In this paper, we further studied the convergence when a full Jacobian decomposition is implemented to the augmented Lagrangian method (ALM) for solving a multiple-block separable convex minimization model with linear constraints; and showed that the full Jacobian decomposition of ALM without any correction step can be convergent if each decomposed subproblem is regularized by a proximal term. It was shown via the variational inequality context that the proximal version of the Jacobian decomposition of ALM is an application of the proximal point algorithm (PPA); and this fact easily indicates its convergence under the condition that the proximal coefficient is greater than or equal to \(m-1\) where m is the number of function blocks used in the decomposition. We also showed that an interesting application of the alternating direction of multipliers (ADMM) in [20] is closely related to the proximal version of the Jacobian decomposition of ALM where the proximal coefficient is taken as \(m-1\).

In the PPA literature, it is commonly known that the proximal coefficient can not be too large.
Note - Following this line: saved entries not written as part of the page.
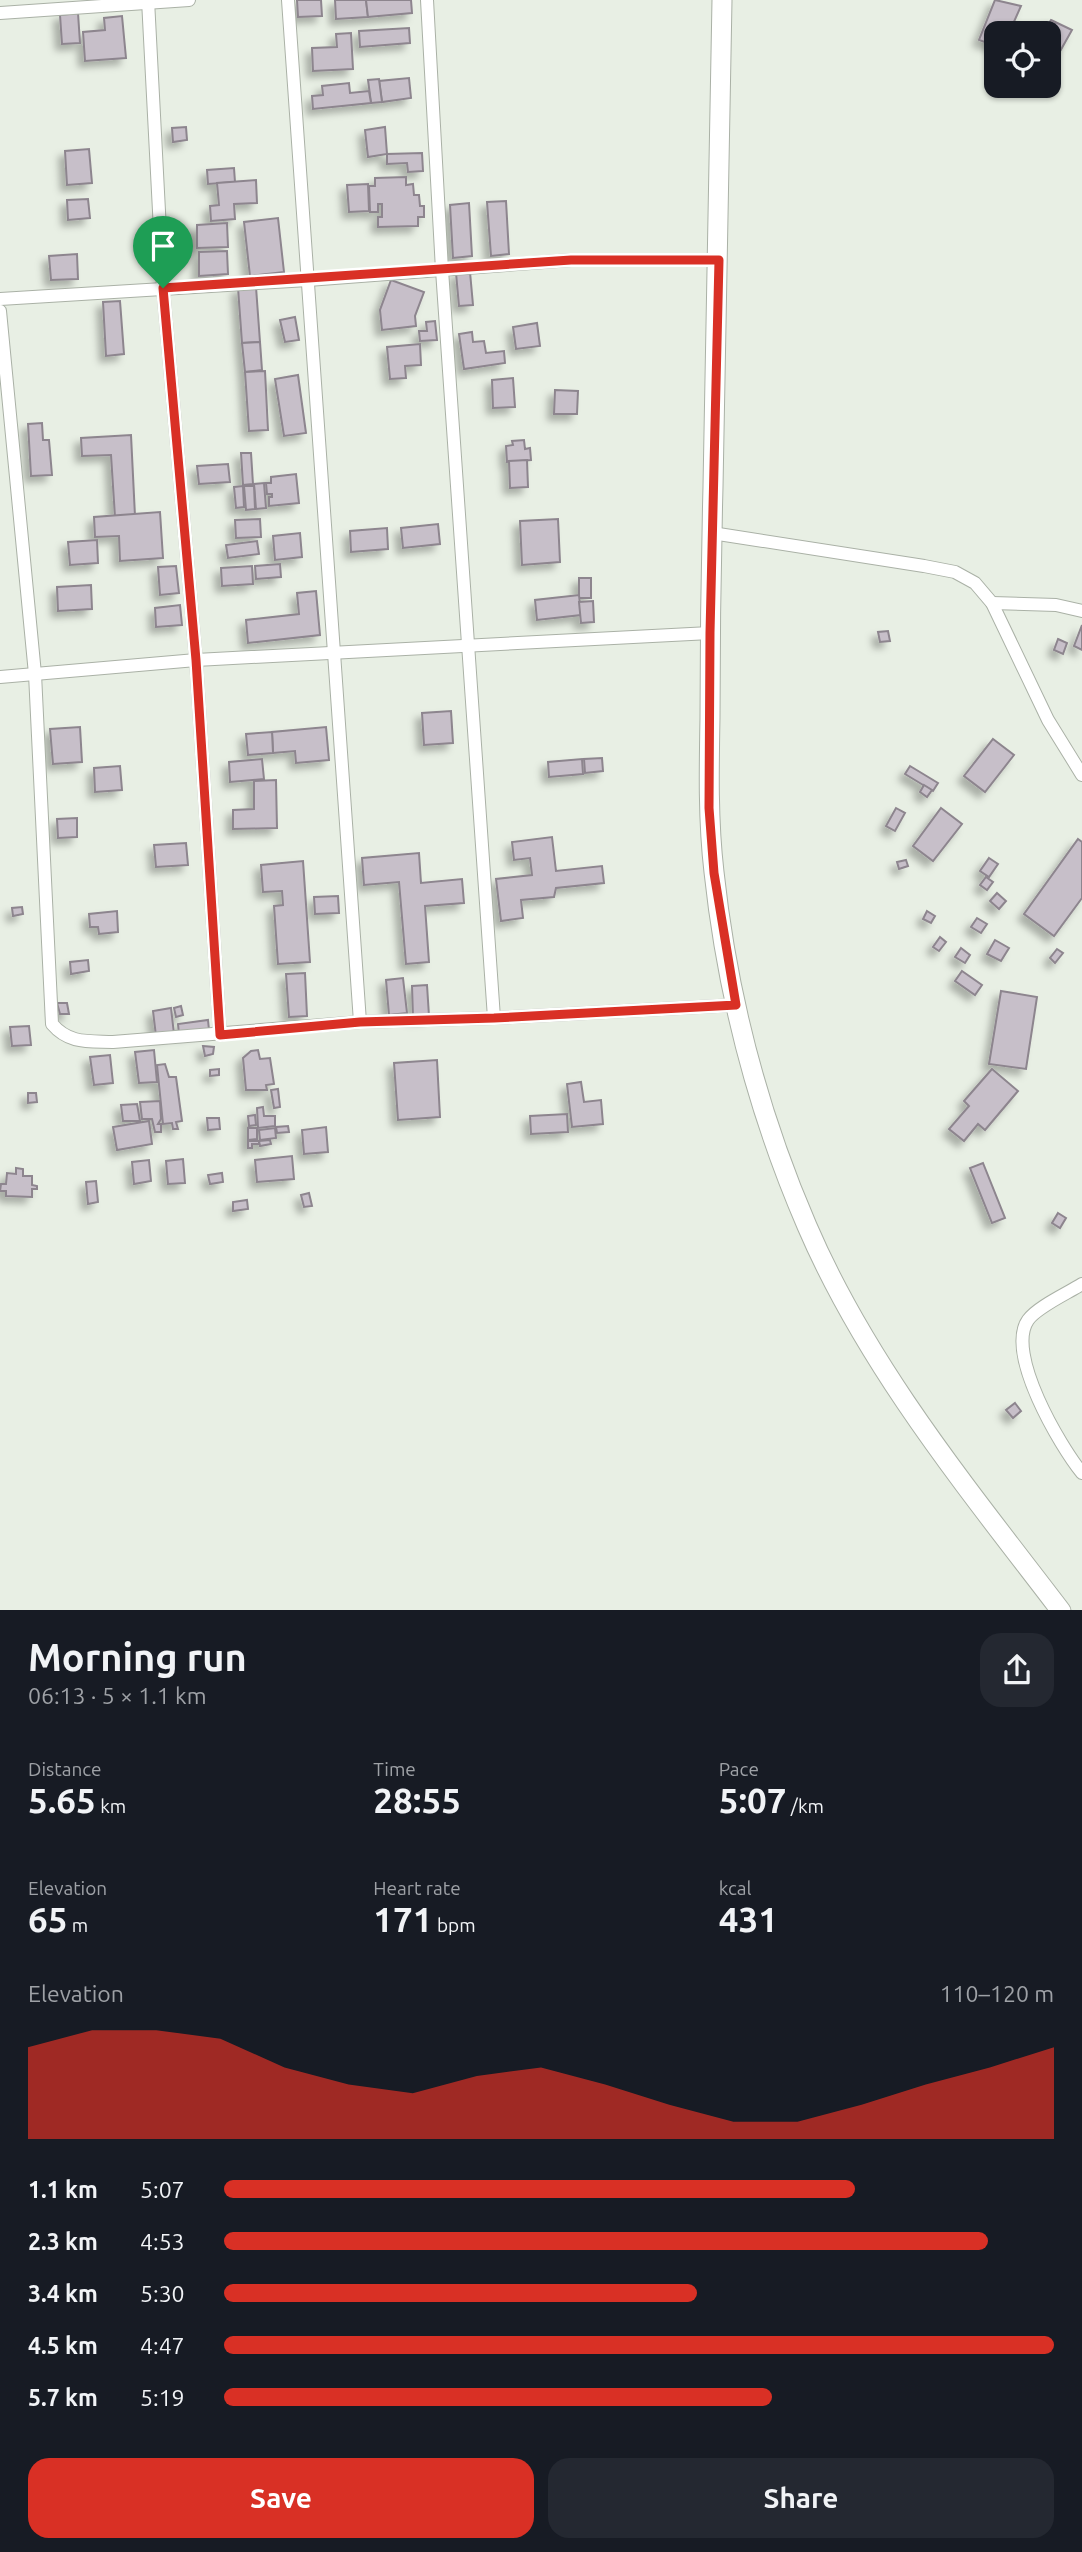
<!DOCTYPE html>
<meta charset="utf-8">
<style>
:root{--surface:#171b24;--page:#242831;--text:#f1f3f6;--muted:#9ea1a6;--accent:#d93025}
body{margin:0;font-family:Ubuntu,sans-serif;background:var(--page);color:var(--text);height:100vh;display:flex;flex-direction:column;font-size:26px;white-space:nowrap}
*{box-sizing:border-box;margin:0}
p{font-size:23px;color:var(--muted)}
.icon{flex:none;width:38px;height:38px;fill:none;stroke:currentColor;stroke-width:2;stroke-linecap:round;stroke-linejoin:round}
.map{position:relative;height:1610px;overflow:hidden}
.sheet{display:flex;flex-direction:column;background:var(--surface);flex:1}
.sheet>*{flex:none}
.fabs{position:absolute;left:984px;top:21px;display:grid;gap:14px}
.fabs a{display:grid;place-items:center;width:77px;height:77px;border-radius:14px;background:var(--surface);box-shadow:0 2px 5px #0004;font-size:35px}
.pin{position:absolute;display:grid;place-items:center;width:60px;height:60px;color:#fff;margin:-72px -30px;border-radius:50% 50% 50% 0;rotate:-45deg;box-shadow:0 0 7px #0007}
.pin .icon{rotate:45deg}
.round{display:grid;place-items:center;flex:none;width:74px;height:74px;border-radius:21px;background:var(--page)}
.summary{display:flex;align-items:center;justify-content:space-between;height:119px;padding:0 28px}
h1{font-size:38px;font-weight:700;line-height:52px}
.stats{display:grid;grid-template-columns:repeat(3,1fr);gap:10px;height:119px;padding:7px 28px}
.stats div{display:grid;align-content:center}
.stats b{font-size:35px;font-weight:700}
.stats small{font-size:19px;font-weight:400}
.stats p{font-size:19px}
.chart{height:196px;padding:14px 28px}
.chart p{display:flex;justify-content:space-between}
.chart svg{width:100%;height:126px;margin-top:7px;fill:var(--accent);opacity:.7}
.button{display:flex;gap:14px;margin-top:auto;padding:14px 28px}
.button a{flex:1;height:80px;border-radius:21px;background:var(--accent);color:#fff;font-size:28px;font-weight:700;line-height:80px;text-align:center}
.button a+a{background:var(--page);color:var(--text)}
ul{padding:0 28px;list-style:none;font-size:23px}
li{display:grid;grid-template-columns:112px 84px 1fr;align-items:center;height:52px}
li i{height:18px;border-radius:9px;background:var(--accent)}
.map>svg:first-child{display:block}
</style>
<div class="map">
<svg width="1082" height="1611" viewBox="0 0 1082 1611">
<defs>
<filter id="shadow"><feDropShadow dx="-6" dy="6" stdDeviation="3.5" flood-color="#0004"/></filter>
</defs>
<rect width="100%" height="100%" fill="#e8efe4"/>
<!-- building -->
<g fill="#c7bfc9" stroke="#8d858e" stroke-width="2" filter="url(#shadow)">
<polygon points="297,0 321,0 322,16 298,17"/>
<polygon points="335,0 366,0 368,17 336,19"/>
<polygon points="366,0 411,0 412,13 368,17"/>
<polygon points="995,0 1021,6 1009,33 996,33 996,46 979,40"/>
<polygon points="78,13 80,43 62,44 60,15"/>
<polygon points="122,16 126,58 85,61 83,32 105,30 104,18"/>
<polygon points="1051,20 1072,30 1049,71 1048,33 1043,33"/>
<polygon points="409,28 410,43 360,47 359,31"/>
<polygon points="351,33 353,69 313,71 312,48 337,47 336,34"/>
<polygon points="409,78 411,98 382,102 379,81"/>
<polygon points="379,79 382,102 371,103 368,80"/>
<polygon points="349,83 350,93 369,91 371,103 313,109 312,96 323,95 322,86"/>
<polygon points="186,127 187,140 173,142 172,128"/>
<polygon points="385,127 387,154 368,157 365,130"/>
<polygon points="89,149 92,183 67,185 65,151"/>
<polygon points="422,153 423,171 408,172 407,163 387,164 387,154"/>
<polygon points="234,168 235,182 208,184 207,170"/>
<polygon points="406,177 406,185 413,184 414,195 419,195 420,206 424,206 424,217 418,217 418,226 378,227 378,217 382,217 382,204 378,204 378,212 370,212 369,186 375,186 375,178"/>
<polygon points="256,180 257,203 234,204 235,219 211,221 210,206 219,205 217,183"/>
<polygon points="368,184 369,211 349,212 347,185"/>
<polygon points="88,199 90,218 68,220 67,200"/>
<polygon points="506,201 509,254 491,256 487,202"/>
<polygon points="469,203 472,256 453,258 450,205"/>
<polygon points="278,218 284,272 250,276 244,222"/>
<polygon points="227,223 228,247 197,248 197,225"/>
<polygon points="227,251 228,274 199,276 199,252"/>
<polygon points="77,254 78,279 51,280 49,256"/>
<polygon points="470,272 473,305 459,306 456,273"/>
<polygon points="391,280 424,292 415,316 416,326 382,330 380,310"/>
<polygon points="256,287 260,342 242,343 238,288"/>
<polygon points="120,301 124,354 106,356 103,302"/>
<polygon points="295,317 299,340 285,342 280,320"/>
<polygon points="435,321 437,340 420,341 419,331 427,331 426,322"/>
<polygon points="537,323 540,346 516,349 513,327"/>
<polygon points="472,332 473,342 484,341 486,353 504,351 505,363 464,369 459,334"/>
<polygon points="260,342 262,370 245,372 242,343"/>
<polygon points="420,344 421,365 405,366 406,378 390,379 387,347"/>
<polygon points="265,371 268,430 249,431 245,372"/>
<polygon points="298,375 306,433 284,436 275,379"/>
<polygon points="513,378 515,407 493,408 492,380"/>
<polygon points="555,390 578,391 577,414 554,414"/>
<polygon points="42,423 43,440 49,440 52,475 31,476 28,424"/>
<polygon points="131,435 135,516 115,517 111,455 82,456 81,438"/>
<polygon points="524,440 525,449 530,448 531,460 507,462 506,446 513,445 512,441"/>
<polygon points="241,453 251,453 253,484 243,485"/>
<polygon points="527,460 528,487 510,488 509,461"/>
<polygon points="228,464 230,482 199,484 197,466"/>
<polygon points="296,474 299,503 269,506 269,497 272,497 272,494 267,494 266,483 271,483 271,477"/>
<polygon points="264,483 266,508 256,509 254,484"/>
<polygon points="243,486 244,507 236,508 234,487"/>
<polygon points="244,486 254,486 255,509 246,510"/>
<polygon points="160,512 163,558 120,561 119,536 95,537 94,517"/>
<polygon points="260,519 261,537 236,538 235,520"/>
<polygon points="558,519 560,562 522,565 520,521"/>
<polygon points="438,524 440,544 403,548 401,528"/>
<polygon points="387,528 388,549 351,552 350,531"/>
<polygon points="300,533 302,557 275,560 273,536"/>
<polygon points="97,540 98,563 70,565 68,542"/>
<polygon points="257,541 259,554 228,558 226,545"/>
<polygon points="280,564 281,577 256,579 255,566"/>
<polygon points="176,566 179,593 160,595 158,567"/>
<polygon points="252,566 253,584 222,586 221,568"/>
<rect x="579" y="578" width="12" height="20"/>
<polygon points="91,585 92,609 58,611 57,587"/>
<polygon points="316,591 320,635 248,643 246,620 299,614 297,593"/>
<polygon points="579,595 581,615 537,620 535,600"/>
<polygon points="593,601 594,622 581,623 579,602"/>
<polygon points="180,605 182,625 156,627 155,608"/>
<polygon points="1082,625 1082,650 1074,646"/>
<polygon points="888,631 890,641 880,642 878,632"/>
<polygon points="1058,639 1067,643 1063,654 1054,650"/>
<polygon points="451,711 453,743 424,745 422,713"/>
<polygon points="80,727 82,762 53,764 50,729"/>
<polygon points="326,727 329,760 296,763 295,751 273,753 272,732"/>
<polygon points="272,732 273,753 248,755 246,734"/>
<polygon points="993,739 1014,755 985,792 964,776"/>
<polygon points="602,758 603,771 585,773 584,759"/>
<polygon points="262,759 264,779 230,782 229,762"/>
<polygon points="582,759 583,774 549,777 548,762"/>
<polygon points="120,766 122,790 95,792 94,768"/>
<polygon points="910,766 938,783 933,791 905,774"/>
<polygon points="276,780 277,828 233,829 233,810 254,809 254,781"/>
<polygon points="924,785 932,790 927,797 920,792"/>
<polygon points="896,808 905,813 895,831 886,826"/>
<polygon points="941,808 962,824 933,861 913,846"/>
<polygon points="77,818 77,837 58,838 57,819"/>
<polygon points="552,837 556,871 602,866 604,883 556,888 554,897 521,900 523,918 501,921 496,879 532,875 530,858 514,860 512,842"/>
<polygon points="1078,839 1082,842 1082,898 1054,936 1024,914"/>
<polygon points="186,843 188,865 156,867 154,845"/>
<polygon points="419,853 421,883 462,879 464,903 425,906 429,962 406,964 399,882 364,885 362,858"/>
<polygon points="989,858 998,864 989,877 980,871"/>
<polygon points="906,860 908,866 899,869 897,862"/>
<polygon points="303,861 310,962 278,964 274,906 283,905 282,891 263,892 261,865"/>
<polygon points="986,877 993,882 987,890 980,885"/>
<polygon points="997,893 1006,901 999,909 990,901"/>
<polygon points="338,896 339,913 315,914 314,897"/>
<polygon points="22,907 23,914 13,916 12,908"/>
<polygon points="117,911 118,932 99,934 98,927 90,927 89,914"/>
<polygon points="927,911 935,916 931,923 923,919"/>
<polygon points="977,918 987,924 981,933 971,927"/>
<polygon points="940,937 946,942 939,951 933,947"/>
<polygon points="995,940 1009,948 1001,961 987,954"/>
<polygon points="961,948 970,955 965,963 955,957"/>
<polygon points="1057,949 1063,953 1055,963 1050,958"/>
<polygon points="88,960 89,971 71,974 70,962"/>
<polygon points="962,971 982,985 975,995 955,981"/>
<polygon points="305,973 307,1016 289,1017 286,974"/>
<polygon points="403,978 407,1013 389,1015 386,980"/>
<polygon points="427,985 429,1016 413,1017 412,986"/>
<polygon points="1001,991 1037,997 1026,1069 989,1064"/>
<polygon points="57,1003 67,1003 69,1014 60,1014"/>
<polygon points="181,1006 183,1015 176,1017 174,1008"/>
<polygon points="171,1008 174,1034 156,1036 153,1011"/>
<polygon points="208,1020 209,1030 179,1034 178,1024"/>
<polygon points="29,1026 31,1045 12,1046 10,1027"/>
<polygon points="203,1046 214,1047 213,1054 205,1056"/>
<polygon points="154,1050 157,1082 139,1083 135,1052"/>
<polygon points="258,1050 260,1059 270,1058 274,1084 266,1085 267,1090 246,1090 243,1058 251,1051"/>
<polygon points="110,1055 113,1083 94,1085 90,1057"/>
<polygon points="437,1060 440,1117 398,1120 394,1063"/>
<polygon points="165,1064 169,1077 176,1077 182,1121 176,1122 178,1129 173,1129 172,1123 163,1124 157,1065"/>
<polygon points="219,1069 219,1075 210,1076 210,1070"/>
<polygon points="992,1069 1018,1091 985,1130 978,1124 964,1141 949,1129 969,1106 964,1101"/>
<polygon points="581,1082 584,1102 601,1100 603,1124 572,1127 567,1084"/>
<polygon points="278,1089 280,1107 274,1108 271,1090"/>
<polygon points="28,1093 36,1093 37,1102 28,1103"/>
<polygon points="160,1101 161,1119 158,1124 161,1124 161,1132 155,1132 152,1119 142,1119 140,1102"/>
<polygon points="137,1104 140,1121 123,1121 121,1105"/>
<polygon points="263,1107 264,1116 275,1116 275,1126 258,1128 257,1108"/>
<polygon points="567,1114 568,1132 531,1134 530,1116"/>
<polygon points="255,1115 256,1125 249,1126 248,1116"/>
<polygon points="207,1118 219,1118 220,1129 208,1130"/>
<polygon points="149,1121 152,1144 117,1150 113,1127"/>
<polygon points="288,1126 289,1132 277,1133 276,1127"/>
<polygon points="326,1127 328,1152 304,1154 302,1130"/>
<polygon points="248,1128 257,1128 257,1139 248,1140"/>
<polygon points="275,1128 276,1138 260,1140 259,1130"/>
<polygon points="270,1140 271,1144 260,1146 259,1141"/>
<polygon points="248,1141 259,1141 259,1144 252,1144 252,1148 248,1148"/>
<polygon points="292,1156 294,1179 257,1182 255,1160"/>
<polygon points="183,1159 185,1183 168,1184 166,1161"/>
<polygon points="149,1160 151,1181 134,1184 132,1162"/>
<polygon points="983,1163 1005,1218 992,1223 970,1168"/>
<polygon points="16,1168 23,1169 23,1176 32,1176 32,1185 37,1186 37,1189 32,1189 32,1197 6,1196 6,1191 0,1191 1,1184 6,1184 7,1173 16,1174"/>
<polygon points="222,1173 223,1182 210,1184 208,1175"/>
<polygon points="96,1181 98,1202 88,1204 86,1182"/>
<polygon points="309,1193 312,1206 304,1207 301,1195"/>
<polygon points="247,1200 248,1209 233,1211 233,1202"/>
<polygon points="1058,1213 1066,1218 1060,1228 1052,1223"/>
<polygon points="1015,1403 1021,1411 1013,1418 1006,1410"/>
</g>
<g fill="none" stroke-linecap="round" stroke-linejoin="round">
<!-- street casing -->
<g stroke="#aab1a6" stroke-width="14">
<g id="street">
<polyline points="148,0 163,288 196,660 220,1035"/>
<polyline points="288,0 360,1022"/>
<polyline points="427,0 442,270 494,1018"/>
<polyline points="0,13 189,0"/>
<polyline points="0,299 308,280 571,260 719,260"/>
<path d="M0 311 35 674 52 1024C69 1044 88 1041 113 1042L360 1022 494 1018 736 1005"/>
<polyline points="712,533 924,566 955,572 975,583 992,603 1048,720 1082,775"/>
<polyline points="992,603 1056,605 1082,611"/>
<polyline points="0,677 196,660 710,633"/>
<path d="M1082 1284C1068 1293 1037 1307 1028 1320 1005 1353 1060 1446 1082 1473"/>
</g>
</g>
<!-- secondary casing -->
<g stroke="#aab1a6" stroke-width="21">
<path id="secondary" d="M722 0C719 162 716 325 713 487 711 564 710 641 710 718 709 769 708 821 714 872 727 993 759 1115 807 1226 868 1368 968 1489 1061 1611"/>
</g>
<!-- street -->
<use href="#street" stroke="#fff" stroke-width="12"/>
<!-- secondary -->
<use href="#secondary" stroke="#fff" stroke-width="19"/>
</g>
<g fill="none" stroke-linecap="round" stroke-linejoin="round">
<!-- route casing -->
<g stroke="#fff" stroke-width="14">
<polygon id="route" points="571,260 719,260 710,633 709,808 714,873 736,1005 494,1018 360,1022 220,1035 196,660 163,288"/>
</g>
<!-- route -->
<use href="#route" stroke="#d93025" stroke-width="9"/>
</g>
</svg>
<div class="fabs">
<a><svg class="icon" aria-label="locate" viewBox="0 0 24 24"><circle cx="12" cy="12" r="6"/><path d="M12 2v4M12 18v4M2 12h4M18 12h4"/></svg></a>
</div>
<div class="pin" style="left:163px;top:288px;background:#1e9e55"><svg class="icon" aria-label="arrive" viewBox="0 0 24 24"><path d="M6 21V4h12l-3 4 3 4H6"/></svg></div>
</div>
<section class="sheet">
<div class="summary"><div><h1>Morning run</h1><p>06:13 · 5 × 1.1 km</p></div><a class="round"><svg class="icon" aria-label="share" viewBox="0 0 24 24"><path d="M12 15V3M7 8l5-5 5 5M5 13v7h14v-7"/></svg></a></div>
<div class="stats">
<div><p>Distance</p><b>5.65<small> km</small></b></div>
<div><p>Time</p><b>28:55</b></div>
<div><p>Pace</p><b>5:07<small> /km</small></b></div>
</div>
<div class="stats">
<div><p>Elevation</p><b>65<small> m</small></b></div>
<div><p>Heart rate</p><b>171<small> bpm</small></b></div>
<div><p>kcal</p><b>431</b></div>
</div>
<div class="chart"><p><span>Elevation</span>110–120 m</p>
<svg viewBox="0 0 160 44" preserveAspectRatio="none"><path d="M0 44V12L10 6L20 6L30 9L40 19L50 25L60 28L70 22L80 19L90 25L100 32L110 38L120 38L130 32L140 25L150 19L160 12V44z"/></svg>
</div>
<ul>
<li><b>1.1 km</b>5:07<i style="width:76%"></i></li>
<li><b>2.3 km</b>4:53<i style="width:92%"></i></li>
<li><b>3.4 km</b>5:30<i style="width:57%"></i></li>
<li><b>4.5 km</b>4:47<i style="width:100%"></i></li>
<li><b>5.7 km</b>5:19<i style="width:66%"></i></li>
</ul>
<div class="button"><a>Save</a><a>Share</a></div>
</section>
For the specific application of PPA (1.6), if s is too large, the quadratic term \(\frac{s\beta }{2}\Vert A_i(x_i-x_i^k)\Vert ^2\) plays a too heavy weight in the objective of the \(x_i\)-subproblem and thus the new iterate \(x_i^{k+1}\) is forced to be too “close” to \(x_i^k\)—as a result the “too-small-step-size” phenomenon which is doomed to lead to slow convergence will occur. Therefore, under the condition that the convergence of (1.6) is ensured, smaller values of s are preferred. Since we have shown that the condition \(s\ge m-1\) is sufficient to ensure the convergence of (1.6) and the ADMM in [20] can be regarded as an application of (1.6) with \(s=m-1\), in this sense the ADMM in [20] is the best choice when implementing the scheme (1.6) to solve the model (1.1).

On the other hand, for the cases of (1.1) where the value of m is large, the value \(m-1\) still might be too large to be the proximal coefficient for (1.6). Slower convergence is inevitable due to the resulting small or even tiny step sizes. It thus deserves an intensive research to investigate whether it is possible to ensure the convergence of the scheme (1.6) while the proximal coefficient can be much smaller than \(m-1\). Meanwhile, for such a case of (1.1) where m is large, we may still need to resort to prediction–correction type methods that take the output of the decomposed ALM scheme (1.4) or (1.5) as a predictor and then correct the predictor appropriately. The reason is that for such a prediction–correction method, the decomposed subproblems via either the Jacobian or Gauss–Seidel decomposition do not need to be proximally regularized, because of the “make-up” of the correction steps; thus too small step sizes could be avoided. Of course, the correction steps should be as simple as possible to yield satisfactory numerical performance, as we have mentioned. Some numerical results showing the superiority of prediction–correction type methods based on (1.5) for (1.1) with large values of m can be found in [10]. Moreover, the numerical results in [11, 13, 16, 20] have shown the efficiency of prediction–correction type methods based on (1.4) for (1.1) even for the case where m is very small, e.g. \(m=3\).